First, I would say something to soften the blow like "the girls love it when you are here, and you are so great at helping out around the house, etc...; however...." You could just tell her, not just that it was a bad haircut, but that you feel like she is overstepping her boundaries when she takes it upon herself to do things like that. If she wanted to go with you to get her hair cut, if she needed it, that is fine. You are her mother, and because you are her mother it is your right to have a say in what is allowed as far as you kids are concerned, not hers. I understand that she only sees them few times a year, but that time needs to be enjoyable for everyone. If she goes on about how she never gets to see them, yada yada, I would probably also let her know that she is a guest in your house and you feel like she is taking advantage of your kindness when she does this, and because I can be mean I would let her know she could see them alot less, depending on her attitude. If it continues... honestly our parents have lost some priviledges because of things that we feel strongly about weren't honored and respected. Being a grandparent isn't a right, but a priviledge. (I would be lying if I didn't say that there was some pleasure in repeating the very things that my parents said to me! :p) There are some things that Grandparents are allowed to do.
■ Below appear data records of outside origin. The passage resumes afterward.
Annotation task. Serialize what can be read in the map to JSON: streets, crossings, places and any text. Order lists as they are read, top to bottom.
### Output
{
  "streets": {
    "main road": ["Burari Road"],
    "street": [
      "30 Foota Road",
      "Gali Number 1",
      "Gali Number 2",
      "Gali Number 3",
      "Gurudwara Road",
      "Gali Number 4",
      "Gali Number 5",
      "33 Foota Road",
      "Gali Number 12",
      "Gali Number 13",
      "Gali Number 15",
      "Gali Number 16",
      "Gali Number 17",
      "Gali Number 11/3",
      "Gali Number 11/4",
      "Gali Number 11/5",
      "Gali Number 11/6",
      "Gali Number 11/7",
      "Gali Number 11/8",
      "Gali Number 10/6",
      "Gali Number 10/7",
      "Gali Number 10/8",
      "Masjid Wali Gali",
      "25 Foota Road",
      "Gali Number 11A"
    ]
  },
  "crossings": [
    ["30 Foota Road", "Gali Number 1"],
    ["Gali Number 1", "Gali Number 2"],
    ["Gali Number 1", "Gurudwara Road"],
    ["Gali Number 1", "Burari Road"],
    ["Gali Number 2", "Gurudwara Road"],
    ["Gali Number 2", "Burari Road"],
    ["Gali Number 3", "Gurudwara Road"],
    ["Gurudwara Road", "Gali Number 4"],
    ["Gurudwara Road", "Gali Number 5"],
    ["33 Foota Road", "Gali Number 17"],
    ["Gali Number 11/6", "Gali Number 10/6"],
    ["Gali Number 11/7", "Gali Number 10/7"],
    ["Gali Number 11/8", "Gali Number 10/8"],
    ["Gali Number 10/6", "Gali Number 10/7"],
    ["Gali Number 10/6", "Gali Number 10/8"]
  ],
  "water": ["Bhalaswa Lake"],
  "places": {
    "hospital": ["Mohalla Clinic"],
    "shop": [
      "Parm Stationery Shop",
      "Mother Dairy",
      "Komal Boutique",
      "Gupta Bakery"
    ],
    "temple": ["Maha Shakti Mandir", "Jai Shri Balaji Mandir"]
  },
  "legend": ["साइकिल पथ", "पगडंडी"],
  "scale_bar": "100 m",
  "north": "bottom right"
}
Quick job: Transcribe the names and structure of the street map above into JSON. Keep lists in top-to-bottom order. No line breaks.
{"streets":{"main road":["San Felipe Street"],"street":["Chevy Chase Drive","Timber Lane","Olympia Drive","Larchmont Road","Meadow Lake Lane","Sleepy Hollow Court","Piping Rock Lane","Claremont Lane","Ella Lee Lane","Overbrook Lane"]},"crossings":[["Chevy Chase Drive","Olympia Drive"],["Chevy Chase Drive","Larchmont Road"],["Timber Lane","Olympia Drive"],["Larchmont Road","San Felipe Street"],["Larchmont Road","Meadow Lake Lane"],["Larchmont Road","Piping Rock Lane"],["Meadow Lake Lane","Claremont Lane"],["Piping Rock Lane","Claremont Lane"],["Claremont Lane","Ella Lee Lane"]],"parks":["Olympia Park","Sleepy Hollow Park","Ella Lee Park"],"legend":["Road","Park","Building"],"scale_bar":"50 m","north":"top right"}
They can spoil and give all the tooth-rotting candy that they want, buy all the toys that they want. But there are certain things shouldn't be permitted.

If your husband wants to say something to her, let him. Their relationship dynamics are something that you cannot control or interfere in. I understand you wanting to keep the peace, though. It is not fun at all. If he does say something before you get a chance, and she comes to you it could be your opportunity to let her know that you agree with your husband. Then she will see that you are united and that she really needs to stop.

Good luck!

Missy

ETA, I just reread my post, and it sounded a little rude. I would be very polite yet firm at first, and then get more intense if she doesn't respect you.
 
I would be mad, too. If this is her worst offense, I'd be very careful confronting her. Afterall, she is your MIL and no purpose will be served by having a blow up. I would take preventive measures for her next visit. Let her know while she's gushing over your beautiful daughters that you're letting the little one's bangs grow out. Have 'em in a cute little barrette or something. ...and hide the scissors.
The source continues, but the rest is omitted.